[RECORDED DATA Boundary: Start]
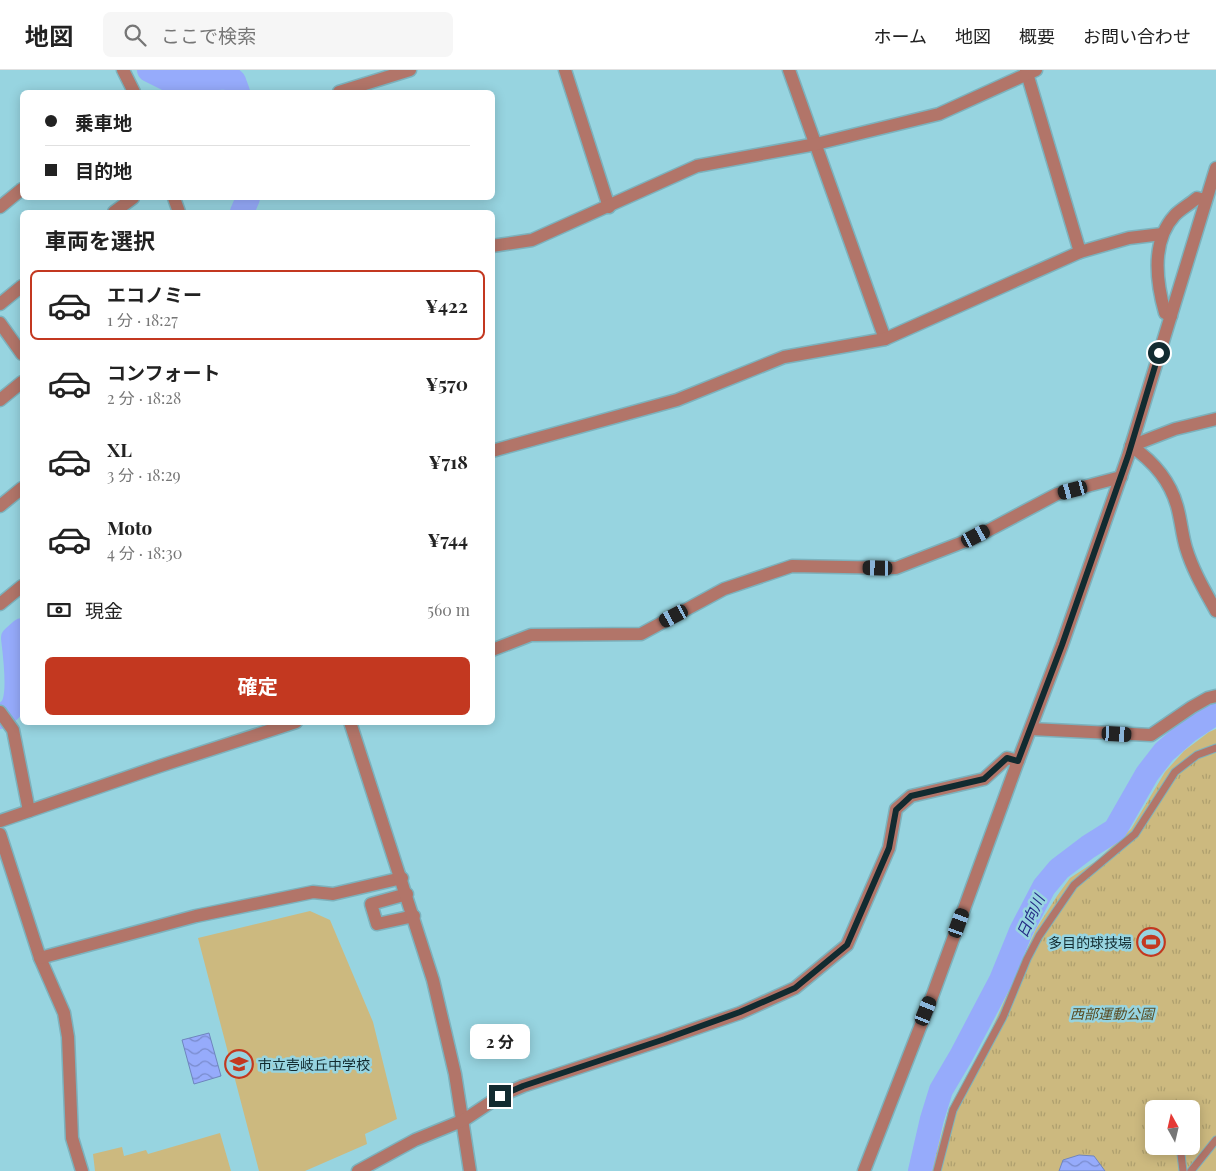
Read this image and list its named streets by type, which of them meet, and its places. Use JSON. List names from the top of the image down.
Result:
{
  "water": ["日向川"],
  "parks": ["西部運動公園"],
  "places": {
    "sports": ["多目的球技場"],
    "school or university": ["市立壱岐丘中学校"]
  },
  "north": "top",
  "page": {
    "header": "地図",
    "search": "ここで検索",
    "nav": [
      "ホーム",
      "地図",
      "概要",
      "お問い合わせ"
    ],
    "banner": ["乗車地", "目的地"],
    "heading": "車両を選択",
    "list": [
      {
        "name": "エコノミー",
        "note": "1 分 · 18:27",
        "value": "¥422"
      },
      {
        "name": "コンフォート",
        "note": "2 分 · 18:28",
        "value": "¥570"
      },
      {
        "name": "XL",
        "note": "3 分 · 18:29",
        "value": "¥718"
      },
      {
        "name": "Moto",
        "note": "4 分 · 18:30",
        "value": "¥744"
      }
    ],
    "pay": ["現金", "560 m"],
    "buttons": "確定",
    "bubble": "2 分"
  }
}
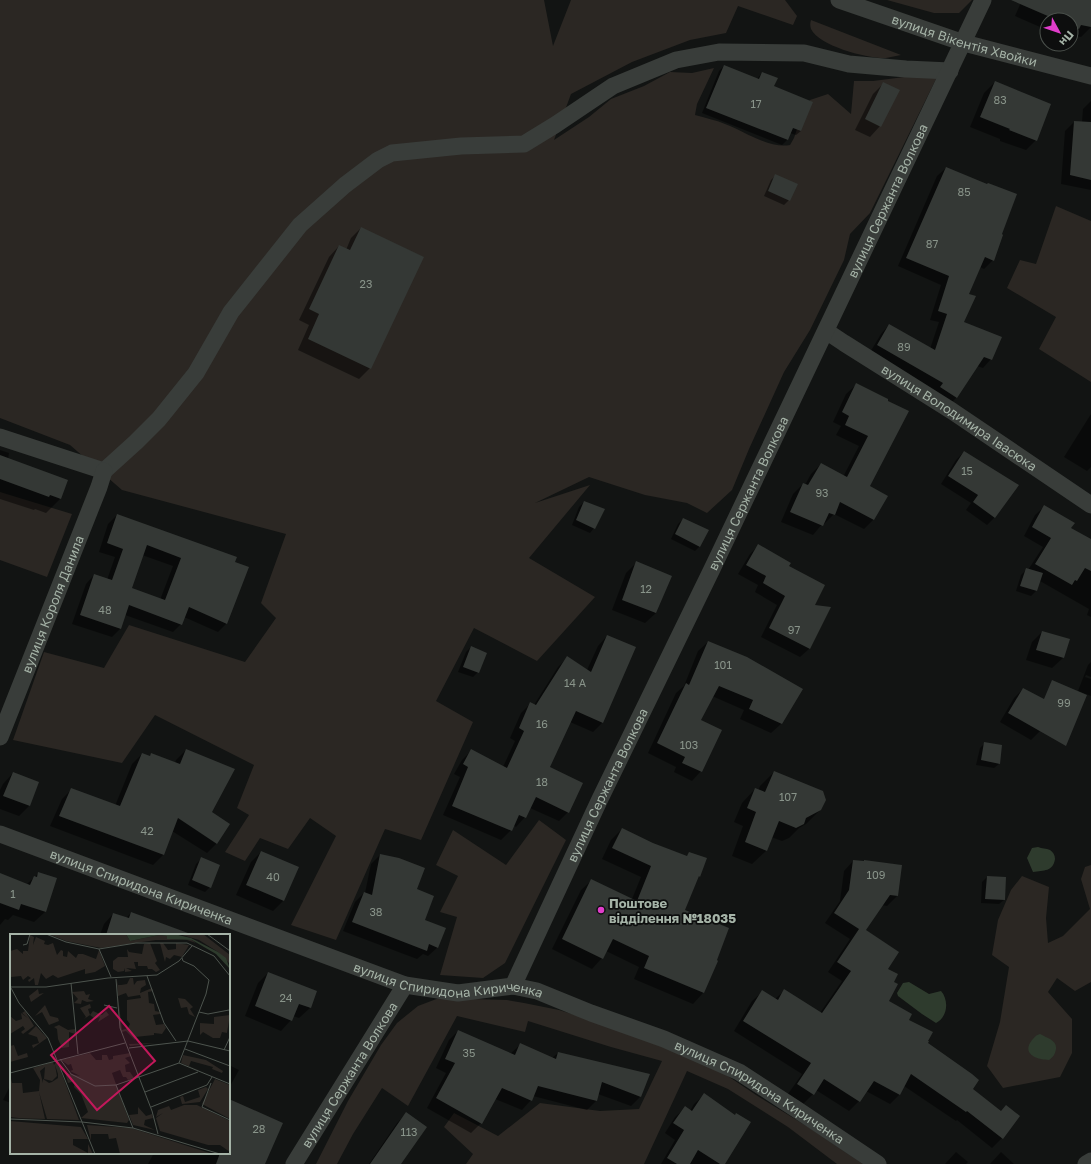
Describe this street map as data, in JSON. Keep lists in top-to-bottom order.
{
  "streets": {
    "street": [
      "вулиця Вікентія Хвойки",
      "вулиця Сержанта Волкова",
      "вулиця Володимира Івасюка",
      "вулиця Короля Данила",
      "вулиця Спиридона Кириченка"
    ]
  },
  "crossings": [
    ["вулиця Вікентія Хвойки", "вулиця Сержанта Волкова"],
    ["вулиця Сержанта Волкова", "вулиця Володимира Івасюка"],
    ["вулиця Сержанта Волкова", "вулиця Спиридона Кириченка"]
  ],
  "places": ["Поштове відділення №18035"],
  "house_numbers": [
    "83",
    "17",
    "85",
    "87",
    "23",
    "89",
    "15",
    "93",
    "12",
    "48",
    "97",
    "101",
    "14 А",
    "99",
    "16",
    "103",
    "18",
    "107",
    "42",
    "109",
    "40",
    "1",
    "38",
    "24",
    "35",
    "28",
    "113"
  ],
  "north": "bottom right"
}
[RECORDED DATA Boundary: End]
- **WHAT YOU HAVE TO DO**
Please reproduce every entry above exactly, but leave out the pictures.

- **FINISHED TASK**
Read this image and list its named streets by type, which of them meet, and its places. Use JSON. List names from the top of the image down.
Result:
{
  "water": ["日向川"],
  "parks": ["西部運動公園"],
  "places": {
    "sports": ["多目的球技場"],
    "school or university": ["市立壱岐丘中学校"]
  },
  "north": "top",
  "page": {
    "header": "地図",
    "search": "ここで検索",
    "nav": [
      "ホーム",
      "地図",
      "概要",
      "お問い合わせ"
    ],
    "banner": ["乗車地", "目的地"],
    "heading": "車両を選択",
    "list": [
      {
        "name": "エコノミー",
        "note": "1 分 · 18:27",
        "value": "¥422"
      },
      {
        "name": "コンフォート",
        "note": "2 分 · 18:28",
        "value": "¥570"
      },
      {
        "name": "XL",
        "note": "3 分 · 18:29",
        "value": "¥718"
      },
      {
        "name": "Moto",
        "note": "4 分 · 18:30",
        "value": "¥744"
      }
    ],
    "pay": ["現金", "560 m"],
    "buttons": "確定",
    "bubble": "2 分"
  }
}
Describe this street map as data, in JSON. Keep lists in top-to-bottom order.
{
  "streets": {
    "street": [
      "вулиця Вікентія Хвойки",
      "вулиця Сержанта Волкова",
      "вулиця Володимира Івасюка",
      "вулиця Короля Данила",
      "вулиця Спиридона Кириченка"
    ]
  },
  "crossings": [
    ["вулиця Вікентія Хвойки", "вулиця Сержанта Волкова"],
    ["вулиця Сержанта Волкова", "вулиця Володимира Івасюка"],
    ["вулиця Сержанта Волкова", "вулиця Спиридона Кириченка"]
  ],
  "places": ["Поштове відділення №18035"],
  "house_numbers": [
    "83",
    "17",
    "85",
    "87",
    "23",
    "89",
    "15",
    "93",
    "12",
    "48",
    "97",
    "101",
    "14 А",
    "99",
    "16",
    "103",
    "18",
    "107",
    "42",
    "109",
    "40",
    "1",
    "38",
    "24",
    "35",
    "28",
    "113"
  ],
  "north": "bottom right"
}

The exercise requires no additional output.